<<<<

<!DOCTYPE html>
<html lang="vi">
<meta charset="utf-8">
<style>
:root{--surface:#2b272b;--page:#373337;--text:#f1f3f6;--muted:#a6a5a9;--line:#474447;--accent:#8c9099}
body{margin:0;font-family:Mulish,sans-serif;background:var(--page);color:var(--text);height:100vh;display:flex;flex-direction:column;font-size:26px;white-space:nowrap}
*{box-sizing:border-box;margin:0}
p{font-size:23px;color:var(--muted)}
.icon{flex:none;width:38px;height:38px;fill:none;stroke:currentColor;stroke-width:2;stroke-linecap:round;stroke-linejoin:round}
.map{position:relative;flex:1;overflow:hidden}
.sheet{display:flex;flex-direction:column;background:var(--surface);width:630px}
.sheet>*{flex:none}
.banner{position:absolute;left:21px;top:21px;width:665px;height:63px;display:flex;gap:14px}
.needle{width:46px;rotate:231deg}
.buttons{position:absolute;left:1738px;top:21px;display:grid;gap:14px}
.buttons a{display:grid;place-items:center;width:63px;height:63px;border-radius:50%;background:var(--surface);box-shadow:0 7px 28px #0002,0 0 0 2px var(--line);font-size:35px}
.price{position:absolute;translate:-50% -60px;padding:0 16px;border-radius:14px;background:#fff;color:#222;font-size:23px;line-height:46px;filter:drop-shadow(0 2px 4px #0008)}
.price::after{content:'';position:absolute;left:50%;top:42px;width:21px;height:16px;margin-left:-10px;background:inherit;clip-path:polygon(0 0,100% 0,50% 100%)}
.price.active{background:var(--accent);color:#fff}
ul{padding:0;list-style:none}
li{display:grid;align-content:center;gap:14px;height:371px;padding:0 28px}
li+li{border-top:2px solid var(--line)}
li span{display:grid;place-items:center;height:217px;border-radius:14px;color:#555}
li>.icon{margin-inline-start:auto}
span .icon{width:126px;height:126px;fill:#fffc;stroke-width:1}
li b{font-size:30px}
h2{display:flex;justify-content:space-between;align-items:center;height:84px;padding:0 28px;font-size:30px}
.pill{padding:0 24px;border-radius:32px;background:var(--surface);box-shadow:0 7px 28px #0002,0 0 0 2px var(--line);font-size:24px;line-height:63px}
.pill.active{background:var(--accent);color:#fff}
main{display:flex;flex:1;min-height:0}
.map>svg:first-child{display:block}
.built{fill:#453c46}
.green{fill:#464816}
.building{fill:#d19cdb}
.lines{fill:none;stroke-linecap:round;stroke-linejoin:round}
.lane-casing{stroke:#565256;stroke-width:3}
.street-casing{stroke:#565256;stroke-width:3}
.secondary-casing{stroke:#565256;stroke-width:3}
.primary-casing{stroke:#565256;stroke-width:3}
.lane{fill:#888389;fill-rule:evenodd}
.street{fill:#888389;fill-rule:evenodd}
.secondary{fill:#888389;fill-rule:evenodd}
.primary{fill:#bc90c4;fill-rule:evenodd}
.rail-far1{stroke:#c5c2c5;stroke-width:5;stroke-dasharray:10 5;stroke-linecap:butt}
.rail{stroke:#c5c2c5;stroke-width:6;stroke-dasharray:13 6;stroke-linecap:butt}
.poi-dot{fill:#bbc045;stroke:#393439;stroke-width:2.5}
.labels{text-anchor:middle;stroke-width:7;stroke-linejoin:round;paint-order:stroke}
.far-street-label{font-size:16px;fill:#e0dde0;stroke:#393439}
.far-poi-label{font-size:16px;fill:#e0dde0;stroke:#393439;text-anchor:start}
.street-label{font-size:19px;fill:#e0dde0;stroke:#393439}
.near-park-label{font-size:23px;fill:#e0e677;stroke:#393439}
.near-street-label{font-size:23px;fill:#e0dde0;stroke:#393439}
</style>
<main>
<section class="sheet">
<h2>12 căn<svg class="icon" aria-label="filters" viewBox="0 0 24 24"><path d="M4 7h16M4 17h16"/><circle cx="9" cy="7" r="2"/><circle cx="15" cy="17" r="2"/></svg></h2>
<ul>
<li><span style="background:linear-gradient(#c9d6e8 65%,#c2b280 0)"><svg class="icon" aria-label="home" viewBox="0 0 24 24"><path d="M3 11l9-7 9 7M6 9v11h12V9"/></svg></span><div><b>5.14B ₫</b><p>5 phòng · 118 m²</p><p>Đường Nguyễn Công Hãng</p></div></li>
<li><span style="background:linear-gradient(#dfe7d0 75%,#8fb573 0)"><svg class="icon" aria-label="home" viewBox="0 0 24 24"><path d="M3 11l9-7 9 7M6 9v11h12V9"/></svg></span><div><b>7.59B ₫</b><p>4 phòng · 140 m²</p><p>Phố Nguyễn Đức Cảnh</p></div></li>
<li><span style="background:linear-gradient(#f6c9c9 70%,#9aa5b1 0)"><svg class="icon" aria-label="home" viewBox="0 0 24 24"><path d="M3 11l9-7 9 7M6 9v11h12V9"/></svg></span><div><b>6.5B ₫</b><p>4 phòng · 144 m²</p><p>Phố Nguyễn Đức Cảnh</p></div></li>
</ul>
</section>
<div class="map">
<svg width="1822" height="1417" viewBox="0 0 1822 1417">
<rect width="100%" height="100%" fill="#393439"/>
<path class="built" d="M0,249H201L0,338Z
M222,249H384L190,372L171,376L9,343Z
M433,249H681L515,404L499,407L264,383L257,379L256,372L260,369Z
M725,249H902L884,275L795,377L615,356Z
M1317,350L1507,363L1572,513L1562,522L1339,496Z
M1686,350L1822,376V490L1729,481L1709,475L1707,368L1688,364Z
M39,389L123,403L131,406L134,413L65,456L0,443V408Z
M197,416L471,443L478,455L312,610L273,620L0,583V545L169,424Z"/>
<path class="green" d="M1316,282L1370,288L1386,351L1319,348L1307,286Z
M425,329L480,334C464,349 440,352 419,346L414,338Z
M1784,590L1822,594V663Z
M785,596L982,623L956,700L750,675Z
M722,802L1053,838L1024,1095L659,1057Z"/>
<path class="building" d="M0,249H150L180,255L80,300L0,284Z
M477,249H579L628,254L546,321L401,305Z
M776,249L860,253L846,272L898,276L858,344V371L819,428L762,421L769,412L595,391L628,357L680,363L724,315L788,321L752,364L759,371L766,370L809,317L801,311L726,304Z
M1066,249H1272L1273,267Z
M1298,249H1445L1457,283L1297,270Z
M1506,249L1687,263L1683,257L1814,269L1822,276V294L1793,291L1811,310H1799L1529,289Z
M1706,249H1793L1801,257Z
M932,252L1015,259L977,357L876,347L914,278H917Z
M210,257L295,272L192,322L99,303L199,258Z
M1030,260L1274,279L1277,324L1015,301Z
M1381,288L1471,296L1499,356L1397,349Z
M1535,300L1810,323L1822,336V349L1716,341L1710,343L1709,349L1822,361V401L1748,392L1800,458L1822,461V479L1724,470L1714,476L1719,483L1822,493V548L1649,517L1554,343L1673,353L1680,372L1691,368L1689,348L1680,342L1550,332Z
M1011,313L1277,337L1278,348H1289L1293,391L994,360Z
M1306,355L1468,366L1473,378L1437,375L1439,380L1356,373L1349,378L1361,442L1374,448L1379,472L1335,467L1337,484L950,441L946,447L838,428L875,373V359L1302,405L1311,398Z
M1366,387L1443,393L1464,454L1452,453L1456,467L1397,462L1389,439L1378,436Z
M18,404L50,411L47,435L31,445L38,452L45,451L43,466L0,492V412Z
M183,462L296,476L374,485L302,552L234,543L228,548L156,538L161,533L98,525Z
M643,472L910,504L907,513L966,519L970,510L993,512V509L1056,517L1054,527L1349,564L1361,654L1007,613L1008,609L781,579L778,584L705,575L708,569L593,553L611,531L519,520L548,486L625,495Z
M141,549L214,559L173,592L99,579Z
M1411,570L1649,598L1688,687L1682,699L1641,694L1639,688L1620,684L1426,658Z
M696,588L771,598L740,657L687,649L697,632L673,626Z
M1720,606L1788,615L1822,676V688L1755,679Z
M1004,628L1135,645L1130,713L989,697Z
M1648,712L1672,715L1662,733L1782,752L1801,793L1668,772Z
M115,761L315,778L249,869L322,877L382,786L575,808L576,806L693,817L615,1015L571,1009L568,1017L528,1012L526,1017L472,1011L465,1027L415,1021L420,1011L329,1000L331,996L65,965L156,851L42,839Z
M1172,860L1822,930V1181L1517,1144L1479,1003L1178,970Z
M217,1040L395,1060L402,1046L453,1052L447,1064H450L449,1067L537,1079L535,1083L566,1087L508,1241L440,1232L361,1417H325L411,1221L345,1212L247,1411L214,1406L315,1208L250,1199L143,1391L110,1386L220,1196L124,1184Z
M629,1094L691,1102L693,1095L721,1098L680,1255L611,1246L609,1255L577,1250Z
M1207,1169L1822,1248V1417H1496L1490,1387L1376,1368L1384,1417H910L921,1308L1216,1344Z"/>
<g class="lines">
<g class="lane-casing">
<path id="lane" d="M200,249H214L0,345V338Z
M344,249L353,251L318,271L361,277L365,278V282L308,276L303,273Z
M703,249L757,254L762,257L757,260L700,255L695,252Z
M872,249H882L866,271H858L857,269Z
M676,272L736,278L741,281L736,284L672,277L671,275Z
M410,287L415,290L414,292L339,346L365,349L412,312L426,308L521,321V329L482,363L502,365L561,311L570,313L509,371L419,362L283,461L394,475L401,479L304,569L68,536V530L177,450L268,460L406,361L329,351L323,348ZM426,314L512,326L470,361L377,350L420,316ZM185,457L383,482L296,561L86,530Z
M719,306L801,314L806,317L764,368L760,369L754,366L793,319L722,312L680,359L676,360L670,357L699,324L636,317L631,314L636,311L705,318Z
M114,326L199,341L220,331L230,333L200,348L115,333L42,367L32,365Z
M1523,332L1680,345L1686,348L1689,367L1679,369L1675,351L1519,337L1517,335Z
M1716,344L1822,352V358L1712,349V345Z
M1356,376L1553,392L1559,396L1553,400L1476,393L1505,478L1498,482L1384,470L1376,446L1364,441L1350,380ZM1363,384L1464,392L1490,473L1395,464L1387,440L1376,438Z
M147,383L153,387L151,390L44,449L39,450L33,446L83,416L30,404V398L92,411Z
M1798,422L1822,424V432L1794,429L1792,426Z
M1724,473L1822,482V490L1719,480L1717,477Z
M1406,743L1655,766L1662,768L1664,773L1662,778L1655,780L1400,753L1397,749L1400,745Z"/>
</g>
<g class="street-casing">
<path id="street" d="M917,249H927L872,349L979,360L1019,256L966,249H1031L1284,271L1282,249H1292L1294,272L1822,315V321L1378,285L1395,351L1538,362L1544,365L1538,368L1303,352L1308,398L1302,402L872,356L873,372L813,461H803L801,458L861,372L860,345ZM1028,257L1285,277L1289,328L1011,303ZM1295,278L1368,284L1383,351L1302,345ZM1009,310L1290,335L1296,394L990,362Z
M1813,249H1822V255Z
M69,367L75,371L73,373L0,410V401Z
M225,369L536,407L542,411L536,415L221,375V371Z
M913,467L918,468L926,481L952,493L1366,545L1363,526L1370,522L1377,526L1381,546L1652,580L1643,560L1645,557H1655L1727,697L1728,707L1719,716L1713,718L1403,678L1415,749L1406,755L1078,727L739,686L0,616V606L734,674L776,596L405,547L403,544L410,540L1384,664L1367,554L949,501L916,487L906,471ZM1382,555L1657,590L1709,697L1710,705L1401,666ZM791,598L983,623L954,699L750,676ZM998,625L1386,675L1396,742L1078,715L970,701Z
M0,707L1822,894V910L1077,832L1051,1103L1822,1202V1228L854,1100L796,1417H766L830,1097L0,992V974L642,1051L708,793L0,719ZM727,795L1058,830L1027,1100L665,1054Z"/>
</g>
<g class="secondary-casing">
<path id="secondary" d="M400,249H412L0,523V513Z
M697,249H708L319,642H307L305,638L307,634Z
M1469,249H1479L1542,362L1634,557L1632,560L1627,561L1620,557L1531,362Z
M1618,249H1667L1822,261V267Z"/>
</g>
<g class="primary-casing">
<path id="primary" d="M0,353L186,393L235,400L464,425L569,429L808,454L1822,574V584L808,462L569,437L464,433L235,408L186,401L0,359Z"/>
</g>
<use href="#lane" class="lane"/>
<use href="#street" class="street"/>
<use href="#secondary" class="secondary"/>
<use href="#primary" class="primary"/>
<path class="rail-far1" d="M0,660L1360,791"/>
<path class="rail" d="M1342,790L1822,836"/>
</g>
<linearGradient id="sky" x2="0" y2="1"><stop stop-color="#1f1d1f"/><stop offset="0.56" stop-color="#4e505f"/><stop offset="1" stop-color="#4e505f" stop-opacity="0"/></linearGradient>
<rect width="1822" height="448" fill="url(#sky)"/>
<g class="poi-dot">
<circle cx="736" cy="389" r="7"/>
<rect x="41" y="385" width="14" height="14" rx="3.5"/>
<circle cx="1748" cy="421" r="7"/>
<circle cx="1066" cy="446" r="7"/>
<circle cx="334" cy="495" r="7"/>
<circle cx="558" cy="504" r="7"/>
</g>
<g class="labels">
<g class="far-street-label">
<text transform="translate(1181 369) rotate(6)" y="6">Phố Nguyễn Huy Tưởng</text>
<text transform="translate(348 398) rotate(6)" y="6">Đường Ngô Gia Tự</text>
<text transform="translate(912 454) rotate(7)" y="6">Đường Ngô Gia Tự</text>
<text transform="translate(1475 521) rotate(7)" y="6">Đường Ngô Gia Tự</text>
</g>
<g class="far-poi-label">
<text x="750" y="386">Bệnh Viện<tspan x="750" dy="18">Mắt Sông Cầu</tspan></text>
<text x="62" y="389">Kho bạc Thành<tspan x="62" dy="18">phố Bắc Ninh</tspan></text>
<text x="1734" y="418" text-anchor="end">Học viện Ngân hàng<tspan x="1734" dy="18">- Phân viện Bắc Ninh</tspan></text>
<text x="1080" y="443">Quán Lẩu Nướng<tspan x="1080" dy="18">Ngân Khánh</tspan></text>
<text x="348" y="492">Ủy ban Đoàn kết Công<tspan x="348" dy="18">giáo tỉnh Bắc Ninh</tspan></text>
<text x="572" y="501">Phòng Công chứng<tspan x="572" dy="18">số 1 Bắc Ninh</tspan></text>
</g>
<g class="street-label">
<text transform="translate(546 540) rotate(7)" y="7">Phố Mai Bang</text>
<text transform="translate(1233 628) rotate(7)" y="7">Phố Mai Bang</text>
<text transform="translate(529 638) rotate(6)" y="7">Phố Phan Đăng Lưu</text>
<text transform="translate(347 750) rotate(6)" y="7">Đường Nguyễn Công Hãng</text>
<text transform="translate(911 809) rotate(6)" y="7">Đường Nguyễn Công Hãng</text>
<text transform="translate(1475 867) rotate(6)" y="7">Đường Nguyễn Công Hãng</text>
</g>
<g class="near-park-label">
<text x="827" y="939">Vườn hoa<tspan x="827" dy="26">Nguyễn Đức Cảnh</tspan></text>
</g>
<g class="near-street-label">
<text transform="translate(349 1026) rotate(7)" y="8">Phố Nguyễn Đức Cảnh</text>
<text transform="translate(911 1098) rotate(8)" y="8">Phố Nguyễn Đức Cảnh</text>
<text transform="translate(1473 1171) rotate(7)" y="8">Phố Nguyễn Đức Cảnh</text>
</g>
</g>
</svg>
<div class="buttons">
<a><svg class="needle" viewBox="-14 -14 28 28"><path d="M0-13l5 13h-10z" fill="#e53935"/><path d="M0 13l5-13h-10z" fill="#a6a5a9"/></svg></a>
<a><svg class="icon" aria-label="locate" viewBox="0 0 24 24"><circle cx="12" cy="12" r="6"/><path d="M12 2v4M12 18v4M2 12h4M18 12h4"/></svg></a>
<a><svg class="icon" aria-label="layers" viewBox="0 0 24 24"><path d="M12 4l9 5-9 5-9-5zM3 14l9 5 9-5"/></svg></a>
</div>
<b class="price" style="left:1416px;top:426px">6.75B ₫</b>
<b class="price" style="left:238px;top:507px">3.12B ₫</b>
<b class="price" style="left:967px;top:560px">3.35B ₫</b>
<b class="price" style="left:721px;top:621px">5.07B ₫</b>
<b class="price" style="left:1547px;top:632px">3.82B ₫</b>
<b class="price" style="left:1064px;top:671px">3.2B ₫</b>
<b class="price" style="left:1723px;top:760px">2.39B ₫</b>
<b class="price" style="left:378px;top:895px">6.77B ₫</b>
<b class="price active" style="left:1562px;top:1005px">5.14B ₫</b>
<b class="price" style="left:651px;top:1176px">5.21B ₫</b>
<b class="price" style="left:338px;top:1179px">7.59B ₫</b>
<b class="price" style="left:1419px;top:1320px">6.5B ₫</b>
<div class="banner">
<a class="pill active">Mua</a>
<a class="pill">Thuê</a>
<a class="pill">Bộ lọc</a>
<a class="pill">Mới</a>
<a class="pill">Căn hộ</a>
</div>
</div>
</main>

>>>>

Which lines above include the string "rule"? Show them.

**Solution to this task**.
.lane{fill:#888389;fill-rule:evenodd}
.street{fill:#888389;fill-rule:evenodd}
.secondary{fill:#888389;fill-rule:evenodd}
.primary{fill:#bc90c4;fill-rule:evenodd}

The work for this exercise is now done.